This is it. The Wieden and Kennedy ad. for Chrysler that appeared during the Superbowl.
Whether you love it or not will depend on how you feel about the American ability to dramatise things and on that cowboy in their souls.
I’m just back from my fix in New York.
From the best shoeshine any man ever had in Grand Central Station for $4. It was balletic and brilliant – a lightning performance with brush, polish and cloth ending in new shoes.
To wall-to-wall advertising… and when I say wall-to-wall folks I’m not just talking about any walls I’m talking about the tallest, straightest, best cemented walls in the history of walls, so eat your heart out Great Wall of China…this is an American wall.
To this being a city where art, diversity, plenty, money and business collide in a knickerbocker glory of excitement. A city where as if reliving the line “New York, New York so good they had to name it twice” people repeat themselves as in constant wonder.
“Richard Hall from London, Richard Hall…my”
“23rd floor Sir? Yep 23, 23rd…a great floor” (a reflective comment by a fellow lift passenger)
I saw the diary page of Virginia Woolf written four days before she committed suicide and her walking stick found floating in the River Ouse; the 1608 quarto version of King Lear; e.e. cummings “Humanity I love you” and the typewriter on which it was typed and, and, and….
It’s a city of soaring hope, expectation and pride; a city where everyone wants to talk or to pitch an idea.
I went to a meeting of the Luxury Marketing Council of New York at the French Institute Alliance Francaise where Francis Cholle spoke about his book the Intuitive Compass. During Q&A a lady called Carole Hyatt stood and rebuked Francis for generalising about how brains worked. She triumphantly proclaimed:-
“And as research proves women think 28,000 times faster than men do”
The women in the room erupted into applause.
In New York the possibilities (and exaggerations) of life are explored and given theatrical colour.

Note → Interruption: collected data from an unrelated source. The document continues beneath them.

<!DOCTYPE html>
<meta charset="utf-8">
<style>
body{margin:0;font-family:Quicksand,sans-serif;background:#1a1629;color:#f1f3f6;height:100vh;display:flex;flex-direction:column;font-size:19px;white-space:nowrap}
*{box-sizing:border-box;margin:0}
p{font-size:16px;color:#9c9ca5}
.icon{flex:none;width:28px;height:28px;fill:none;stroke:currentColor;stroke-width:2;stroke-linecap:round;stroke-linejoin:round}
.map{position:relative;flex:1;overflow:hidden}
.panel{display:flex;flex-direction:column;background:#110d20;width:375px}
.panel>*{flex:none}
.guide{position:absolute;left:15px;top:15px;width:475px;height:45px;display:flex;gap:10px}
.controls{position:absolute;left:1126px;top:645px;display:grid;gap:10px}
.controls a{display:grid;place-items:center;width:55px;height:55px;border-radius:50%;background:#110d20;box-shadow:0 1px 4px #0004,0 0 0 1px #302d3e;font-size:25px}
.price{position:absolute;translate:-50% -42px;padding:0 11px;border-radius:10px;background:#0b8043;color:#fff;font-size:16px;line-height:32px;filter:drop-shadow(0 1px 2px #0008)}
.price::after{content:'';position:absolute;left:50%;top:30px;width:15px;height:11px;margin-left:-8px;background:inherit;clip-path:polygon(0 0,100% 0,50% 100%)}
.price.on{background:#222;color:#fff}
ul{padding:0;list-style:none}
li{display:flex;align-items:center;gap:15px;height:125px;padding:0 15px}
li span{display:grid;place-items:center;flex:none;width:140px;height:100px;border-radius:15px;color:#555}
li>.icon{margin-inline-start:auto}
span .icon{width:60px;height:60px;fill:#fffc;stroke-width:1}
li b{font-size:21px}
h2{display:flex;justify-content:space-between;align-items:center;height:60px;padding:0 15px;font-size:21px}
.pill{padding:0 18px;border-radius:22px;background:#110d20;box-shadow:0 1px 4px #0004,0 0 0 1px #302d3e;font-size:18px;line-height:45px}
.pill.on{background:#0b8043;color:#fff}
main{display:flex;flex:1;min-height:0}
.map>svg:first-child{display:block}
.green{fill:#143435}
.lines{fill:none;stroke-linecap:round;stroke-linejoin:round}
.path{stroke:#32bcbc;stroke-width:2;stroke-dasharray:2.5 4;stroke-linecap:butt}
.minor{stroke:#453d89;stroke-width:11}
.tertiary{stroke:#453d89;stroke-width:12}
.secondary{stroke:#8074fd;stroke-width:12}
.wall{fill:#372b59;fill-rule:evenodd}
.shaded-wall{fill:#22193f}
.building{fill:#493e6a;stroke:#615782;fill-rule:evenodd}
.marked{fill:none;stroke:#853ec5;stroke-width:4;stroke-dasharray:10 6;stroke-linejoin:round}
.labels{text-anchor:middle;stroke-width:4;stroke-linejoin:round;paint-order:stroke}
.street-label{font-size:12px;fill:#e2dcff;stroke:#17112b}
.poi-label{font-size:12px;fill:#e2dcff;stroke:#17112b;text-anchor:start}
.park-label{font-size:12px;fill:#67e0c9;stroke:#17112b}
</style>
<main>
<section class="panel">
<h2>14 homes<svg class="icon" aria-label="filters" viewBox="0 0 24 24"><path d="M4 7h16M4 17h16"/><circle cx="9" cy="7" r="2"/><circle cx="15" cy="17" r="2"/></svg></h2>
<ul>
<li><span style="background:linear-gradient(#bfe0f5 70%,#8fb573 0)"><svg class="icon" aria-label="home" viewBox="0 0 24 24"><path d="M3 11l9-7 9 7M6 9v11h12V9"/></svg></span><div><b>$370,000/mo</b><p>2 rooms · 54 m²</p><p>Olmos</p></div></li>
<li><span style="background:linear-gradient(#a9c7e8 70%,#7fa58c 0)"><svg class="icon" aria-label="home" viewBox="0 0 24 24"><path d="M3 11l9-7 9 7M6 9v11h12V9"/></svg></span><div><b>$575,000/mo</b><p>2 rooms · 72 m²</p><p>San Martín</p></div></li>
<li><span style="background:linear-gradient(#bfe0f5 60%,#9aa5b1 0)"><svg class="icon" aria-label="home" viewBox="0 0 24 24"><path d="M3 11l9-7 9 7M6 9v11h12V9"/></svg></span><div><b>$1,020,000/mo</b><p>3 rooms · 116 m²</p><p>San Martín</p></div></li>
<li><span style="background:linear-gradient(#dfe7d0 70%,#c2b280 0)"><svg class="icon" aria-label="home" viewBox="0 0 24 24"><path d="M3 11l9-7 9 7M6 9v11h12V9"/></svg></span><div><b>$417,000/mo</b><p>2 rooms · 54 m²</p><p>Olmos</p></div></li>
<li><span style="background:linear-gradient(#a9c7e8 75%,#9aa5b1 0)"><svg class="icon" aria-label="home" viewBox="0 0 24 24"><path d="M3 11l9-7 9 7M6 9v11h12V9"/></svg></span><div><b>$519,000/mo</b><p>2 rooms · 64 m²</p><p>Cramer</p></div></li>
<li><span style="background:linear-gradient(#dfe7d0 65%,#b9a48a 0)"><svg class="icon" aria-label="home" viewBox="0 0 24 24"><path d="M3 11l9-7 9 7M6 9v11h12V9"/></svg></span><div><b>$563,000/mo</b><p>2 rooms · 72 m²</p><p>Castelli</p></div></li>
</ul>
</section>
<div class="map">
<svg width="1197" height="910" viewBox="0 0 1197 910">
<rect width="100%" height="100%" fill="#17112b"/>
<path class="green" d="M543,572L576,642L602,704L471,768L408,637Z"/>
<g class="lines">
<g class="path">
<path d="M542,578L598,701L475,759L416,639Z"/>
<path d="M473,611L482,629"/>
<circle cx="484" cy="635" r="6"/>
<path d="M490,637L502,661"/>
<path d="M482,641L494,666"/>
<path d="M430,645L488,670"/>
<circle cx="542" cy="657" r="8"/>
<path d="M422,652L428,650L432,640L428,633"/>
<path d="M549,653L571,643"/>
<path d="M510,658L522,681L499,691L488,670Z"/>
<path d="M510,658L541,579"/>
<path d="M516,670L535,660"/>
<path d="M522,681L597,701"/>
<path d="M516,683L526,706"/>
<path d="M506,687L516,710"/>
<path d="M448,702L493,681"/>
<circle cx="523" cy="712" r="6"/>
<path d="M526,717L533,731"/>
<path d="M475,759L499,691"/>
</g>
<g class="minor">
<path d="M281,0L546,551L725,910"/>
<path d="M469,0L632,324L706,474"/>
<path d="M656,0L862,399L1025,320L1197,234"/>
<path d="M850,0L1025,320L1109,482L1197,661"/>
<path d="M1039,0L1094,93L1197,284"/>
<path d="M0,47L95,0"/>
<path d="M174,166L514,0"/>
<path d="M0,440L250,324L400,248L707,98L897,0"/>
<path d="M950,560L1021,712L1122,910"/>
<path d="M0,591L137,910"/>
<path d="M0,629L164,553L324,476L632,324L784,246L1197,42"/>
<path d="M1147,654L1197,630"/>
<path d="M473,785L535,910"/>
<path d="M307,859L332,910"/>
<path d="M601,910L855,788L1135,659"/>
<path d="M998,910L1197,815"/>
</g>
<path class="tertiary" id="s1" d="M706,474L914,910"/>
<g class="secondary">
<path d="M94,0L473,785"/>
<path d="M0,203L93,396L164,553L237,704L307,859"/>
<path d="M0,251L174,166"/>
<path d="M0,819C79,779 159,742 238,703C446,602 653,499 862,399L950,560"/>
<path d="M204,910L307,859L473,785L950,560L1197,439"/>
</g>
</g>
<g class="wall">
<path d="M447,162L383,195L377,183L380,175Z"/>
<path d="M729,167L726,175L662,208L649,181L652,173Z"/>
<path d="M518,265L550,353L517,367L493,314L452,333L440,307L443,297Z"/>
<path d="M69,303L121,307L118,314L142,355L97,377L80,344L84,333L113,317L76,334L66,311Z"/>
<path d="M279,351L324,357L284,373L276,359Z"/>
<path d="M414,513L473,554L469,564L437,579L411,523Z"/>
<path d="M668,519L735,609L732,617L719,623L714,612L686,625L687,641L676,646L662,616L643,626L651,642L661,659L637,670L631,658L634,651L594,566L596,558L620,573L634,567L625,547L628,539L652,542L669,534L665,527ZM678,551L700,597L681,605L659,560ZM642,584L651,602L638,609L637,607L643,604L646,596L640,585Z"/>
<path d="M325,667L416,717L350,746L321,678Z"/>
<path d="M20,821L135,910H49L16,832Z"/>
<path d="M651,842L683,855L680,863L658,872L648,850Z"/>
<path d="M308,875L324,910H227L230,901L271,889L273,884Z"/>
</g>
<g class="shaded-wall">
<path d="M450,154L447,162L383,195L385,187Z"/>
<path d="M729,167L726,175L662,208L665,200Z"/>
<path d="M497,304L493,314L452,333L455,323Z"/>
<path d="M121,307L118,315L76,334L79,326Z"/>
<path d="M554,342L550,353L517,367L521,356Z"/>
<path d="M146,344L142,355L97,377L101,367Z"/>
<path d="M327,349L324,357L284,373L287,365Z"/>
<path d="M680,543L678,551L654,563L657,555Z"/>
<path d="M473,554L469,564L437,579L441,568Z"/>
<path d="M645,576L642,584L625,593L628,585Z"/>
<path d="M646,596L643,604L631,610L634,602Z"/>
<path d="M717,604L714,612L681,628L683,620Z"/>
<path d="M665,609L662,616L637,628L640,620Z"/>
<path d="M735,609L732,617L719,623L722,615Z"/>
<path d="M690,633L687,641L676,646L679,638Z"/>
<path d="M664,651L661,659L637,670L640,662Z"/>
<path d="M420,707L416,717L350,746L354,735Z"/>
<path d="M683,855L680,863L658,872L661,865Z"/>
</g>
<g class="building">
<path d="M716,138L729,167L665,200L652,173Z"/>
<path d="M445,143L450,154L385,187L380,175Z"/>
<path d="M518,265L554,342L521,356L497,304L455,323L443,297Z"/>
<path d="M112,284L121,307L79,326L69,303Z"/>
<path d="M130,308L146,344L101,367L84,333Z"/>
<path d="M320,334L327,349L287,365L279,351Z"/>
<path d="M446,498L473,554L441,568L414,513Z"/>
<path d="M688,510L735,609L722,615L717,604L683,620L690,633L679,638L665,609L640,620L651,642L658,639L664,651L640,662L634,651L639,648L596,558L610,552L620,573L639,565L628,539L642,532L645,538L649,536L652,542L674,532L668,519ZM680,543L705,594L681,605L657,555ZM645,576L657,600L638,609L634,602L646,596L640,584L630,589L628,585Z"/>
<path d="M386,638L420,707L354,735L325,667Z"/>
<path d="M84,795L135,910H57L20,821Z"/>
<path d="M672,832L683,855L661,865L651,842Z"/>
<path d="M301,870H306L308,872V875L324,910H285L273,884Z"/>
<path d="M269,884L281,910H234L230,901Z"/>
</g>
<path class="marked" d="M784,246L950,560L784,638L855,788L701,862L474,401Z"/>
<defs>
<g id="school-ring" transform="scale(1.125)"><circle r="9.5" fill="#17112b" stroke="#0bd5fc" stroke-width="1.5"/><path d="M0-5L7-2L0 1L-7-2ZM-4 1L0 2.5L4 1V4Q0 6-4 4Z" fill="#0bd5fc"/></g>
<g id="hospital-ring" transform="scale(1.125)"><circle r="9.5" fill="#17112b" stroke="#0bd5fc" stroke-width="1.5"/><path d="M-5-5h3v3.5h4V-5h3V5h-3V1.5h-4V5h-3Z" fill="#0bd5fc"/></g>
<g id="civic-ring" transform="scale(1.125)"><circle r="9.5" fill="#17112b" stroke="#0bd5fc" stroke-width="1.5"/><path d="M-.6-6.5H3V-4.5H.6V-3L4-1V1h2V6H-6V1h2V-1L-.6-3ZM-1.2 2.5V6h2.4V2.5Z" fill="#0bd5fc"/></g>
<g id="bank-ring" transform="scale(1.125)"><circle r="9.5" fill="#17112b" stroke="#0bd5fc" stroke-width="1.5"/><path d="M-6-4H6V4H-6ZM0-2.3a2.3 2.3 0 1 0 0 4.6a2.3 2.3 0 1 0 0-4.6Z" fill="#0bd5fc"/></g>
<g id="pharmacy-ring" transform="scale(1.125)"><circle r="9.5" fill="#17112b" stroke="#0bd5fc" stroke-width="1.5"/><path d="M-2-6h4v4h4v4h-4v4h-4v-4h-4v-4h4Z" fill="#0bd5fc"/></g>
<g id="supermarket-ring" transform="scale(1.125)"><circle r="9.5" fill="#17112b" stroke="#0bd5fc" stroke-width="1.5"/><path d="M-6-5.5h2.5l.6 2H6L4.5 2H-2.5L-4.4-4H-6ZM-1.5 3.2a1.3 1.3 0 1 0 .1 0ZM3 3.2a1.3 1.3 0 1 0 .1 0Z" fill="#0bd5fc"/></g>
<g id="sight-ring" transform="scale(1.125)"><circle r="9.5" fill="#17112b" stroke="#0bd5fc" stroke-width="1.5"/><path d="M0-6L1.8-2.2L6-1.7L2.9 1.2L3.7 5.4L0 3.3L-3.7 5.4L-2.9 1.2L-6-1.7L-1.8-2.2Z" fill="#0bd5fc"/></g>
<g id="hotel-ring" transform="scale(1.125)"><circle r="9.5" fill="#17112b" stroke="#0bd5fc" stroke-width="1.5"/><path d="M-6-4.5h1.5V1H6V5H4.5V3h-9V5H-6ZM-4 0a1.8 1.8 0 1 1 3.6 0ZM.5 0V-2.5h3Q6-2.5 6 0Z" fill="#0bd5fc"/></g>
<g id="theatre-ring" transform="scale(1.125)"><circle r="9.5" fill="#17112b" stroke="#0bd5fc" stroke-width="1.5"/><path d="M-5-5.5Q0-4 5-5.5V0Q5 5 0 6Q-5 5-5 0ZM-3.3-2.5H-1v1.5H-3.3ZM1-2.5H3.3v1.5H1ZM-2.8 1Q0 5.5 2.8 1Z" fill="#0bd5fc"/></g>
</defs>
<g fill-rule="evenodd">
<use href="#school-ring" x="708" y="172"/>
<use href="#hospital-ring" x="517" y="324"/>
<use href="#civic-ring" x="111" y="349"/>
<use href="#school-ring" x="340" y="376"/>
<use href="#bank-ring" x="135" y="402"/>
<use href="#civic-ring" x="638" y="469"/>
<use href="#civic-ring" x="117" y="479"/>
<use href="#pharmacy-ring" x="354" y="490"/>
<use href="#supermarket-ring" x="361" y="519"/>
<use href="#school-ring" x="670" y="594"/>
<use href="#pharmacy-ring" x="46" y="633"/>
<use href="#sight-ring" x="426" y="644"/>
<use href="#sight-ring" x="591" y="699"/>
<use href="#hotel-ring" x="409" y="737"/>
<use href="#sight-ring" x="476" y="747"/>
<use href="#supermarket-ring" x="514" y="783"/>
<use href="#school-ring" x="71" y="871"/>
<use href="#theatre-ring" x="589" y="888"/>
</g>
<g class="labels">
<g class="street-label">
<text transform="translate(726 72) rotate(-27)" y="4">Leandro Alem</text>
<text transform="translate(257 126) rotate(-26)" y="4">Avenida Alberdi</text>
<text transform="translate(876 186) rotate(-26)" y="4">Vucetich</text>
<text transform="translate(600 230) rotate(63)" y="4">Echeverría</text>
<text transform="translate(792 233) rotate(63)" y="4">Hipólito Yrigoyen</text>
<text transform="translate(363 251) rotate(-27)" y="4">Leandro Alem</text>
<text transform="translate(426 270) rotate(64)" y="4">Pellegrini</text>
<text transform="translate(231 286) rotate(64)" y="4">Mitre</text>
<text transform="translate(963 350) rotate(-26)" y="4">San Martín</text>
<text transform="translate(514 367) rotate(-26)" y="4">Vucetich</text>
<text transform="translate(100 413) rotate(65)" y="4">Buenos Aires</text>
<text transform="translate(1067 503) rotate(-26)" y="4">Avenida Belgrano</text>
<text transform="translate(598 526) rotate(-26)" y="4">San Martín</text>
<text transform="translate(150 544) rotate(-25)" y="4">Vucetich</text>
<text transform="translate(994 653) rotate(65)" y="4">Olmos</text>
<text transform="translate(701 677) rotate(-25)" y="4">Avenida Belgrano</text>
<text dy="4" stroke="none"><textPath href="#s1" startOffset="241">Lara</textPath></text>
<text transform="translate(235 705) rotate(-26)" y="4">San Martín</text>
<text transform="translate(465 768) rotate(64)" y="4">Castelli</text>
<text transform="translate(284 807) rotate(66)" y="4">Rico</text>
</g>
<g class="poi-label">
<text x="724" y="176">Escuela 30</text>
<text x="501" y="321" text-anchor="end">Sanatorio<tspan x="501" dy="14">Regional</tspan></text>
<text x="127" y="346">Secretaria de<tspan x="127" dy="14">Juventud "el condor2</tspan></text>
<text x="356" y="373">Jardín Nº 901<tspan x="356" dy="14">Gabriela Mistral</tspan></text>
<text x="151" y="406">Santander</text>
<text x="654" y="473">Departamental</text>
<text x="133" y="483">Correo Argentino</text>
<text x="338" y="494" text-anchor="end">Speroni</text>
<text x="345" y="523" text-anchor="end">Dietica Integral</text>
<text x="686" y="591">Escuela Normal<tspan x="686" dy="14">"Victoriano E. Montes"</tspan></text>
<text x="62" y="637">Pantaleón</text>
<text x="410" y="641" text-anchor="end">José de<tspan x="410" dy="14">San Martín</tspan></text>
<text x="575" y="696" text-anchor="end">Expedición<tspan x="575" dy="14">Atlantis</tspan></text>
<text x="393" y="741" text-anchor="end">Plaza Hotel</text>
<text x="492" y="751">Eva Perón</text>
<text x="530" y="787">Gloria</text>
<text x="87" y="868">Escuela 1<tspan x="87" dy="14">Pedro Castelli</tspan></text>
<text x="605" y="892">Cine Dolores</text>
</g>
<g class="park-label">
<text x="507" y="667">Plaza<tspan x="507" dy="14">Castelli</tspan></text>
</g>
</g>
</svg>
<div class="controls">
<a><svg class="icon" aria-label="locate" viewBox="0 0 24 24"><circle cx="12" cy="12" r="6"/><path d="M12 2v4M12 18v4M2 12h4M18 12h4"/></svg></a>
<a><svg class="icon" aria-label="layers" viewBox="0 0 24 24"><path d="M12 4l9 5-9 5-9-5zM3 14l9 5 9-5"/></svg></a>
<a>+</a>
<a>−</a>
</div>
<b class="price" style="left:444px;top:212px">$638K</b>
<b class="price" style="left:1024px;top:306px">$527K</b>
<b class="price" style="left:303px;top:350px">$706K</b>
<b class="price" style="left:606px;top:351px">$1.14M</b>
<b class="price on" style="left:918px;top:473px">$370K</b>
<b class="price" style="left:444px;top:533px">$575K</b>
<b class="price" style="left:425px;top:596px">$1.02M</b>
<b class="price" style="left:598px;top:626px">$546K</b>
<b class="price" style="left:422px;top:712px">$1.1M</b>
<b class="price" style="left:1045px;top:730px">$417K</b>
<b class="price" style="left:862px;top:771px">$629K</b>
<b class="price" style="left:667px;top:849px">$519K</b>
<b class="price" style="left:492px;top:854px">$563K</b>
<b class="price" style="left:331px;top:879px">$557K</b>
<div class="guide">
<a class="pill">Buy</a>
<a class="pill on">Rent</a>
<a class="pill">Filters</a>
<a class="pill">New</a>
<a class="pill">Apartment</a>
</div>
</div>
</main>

The fastest, best, biggest, whitest, sexiest, most transformational is here. That jacket in Bergdorf Goodman for just $4,500; that orange juice from my mouth asking for it to my mouth drinking it, 45 seconds; that Caravaggio of Peter denying Christ three times (or 28,000 times) in the Metropolitan Museum of Art and most of all people doing their best to be the best.
It’s half time in America and I’m a believer.